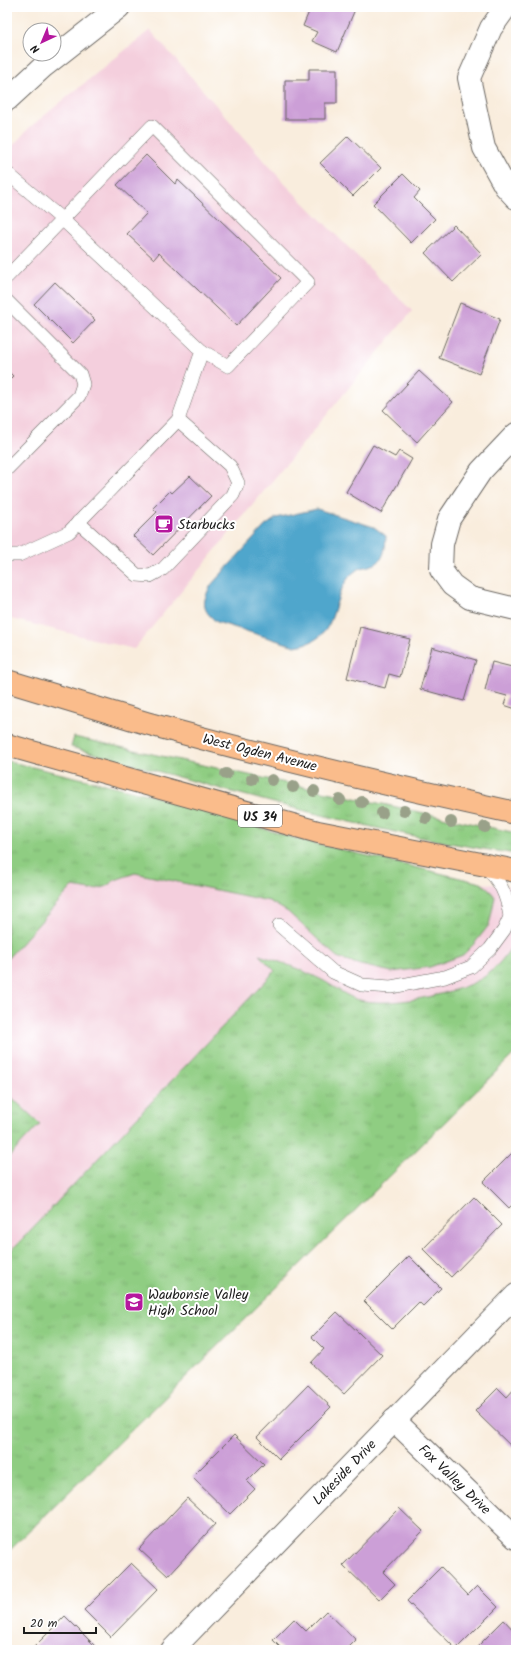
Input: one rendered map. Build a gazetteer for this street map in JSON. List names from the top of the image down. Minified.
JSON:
{"streets":{"main road":["West Ogden Avenue","US 34"],"street":["Lakeside Drive","Fox Valley Drive"]},"crossings":[["Lakeside Drive","Fox Valley Drive"]],"places":{"cafe":["Starbucks"],"school or university":["Waubonsie Valley High School"]},"scale_bar":"20 m","north":"bottom left"}
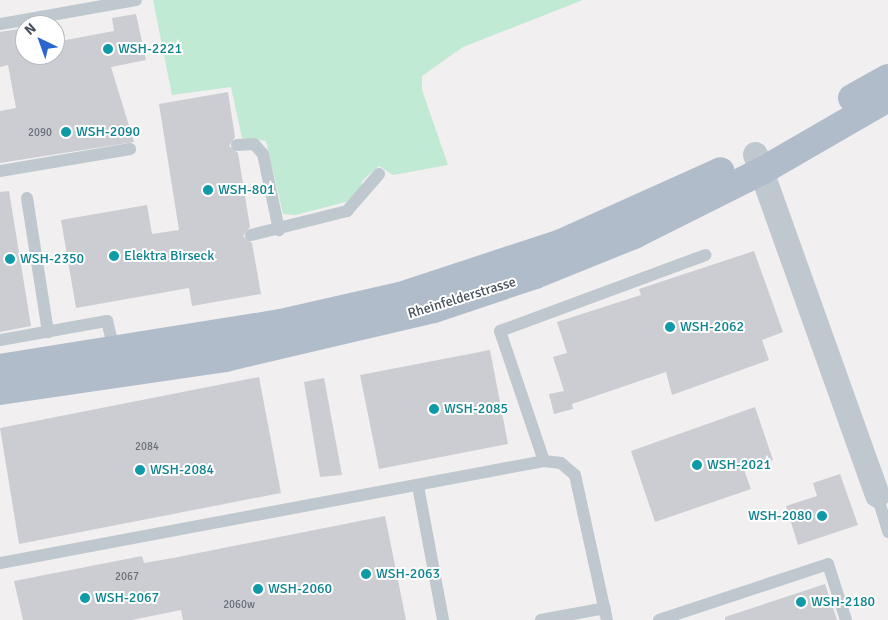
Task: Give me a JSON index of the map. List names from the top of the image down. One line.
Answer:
{"streets":{"main road":["Rheinfelderstrasse"]},"places":["WSH-2221","WSH-2090","WSH-801","Elektra Birseck","WSH-2350","WSH-2062","WSH-2085","WSH-2021","WSH-2084","WSH-2080","WSH-2063","WSH-2060","WSH-2067","WSH-2180"],"house_numbers":["2090","2084","2067","2060w"],"north":"top left"}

^^^^^^^^^^^^^^^^

### [Task item]
From the entries, work out how many lines include the word "image", answering with the number only.

### [Written solution]
2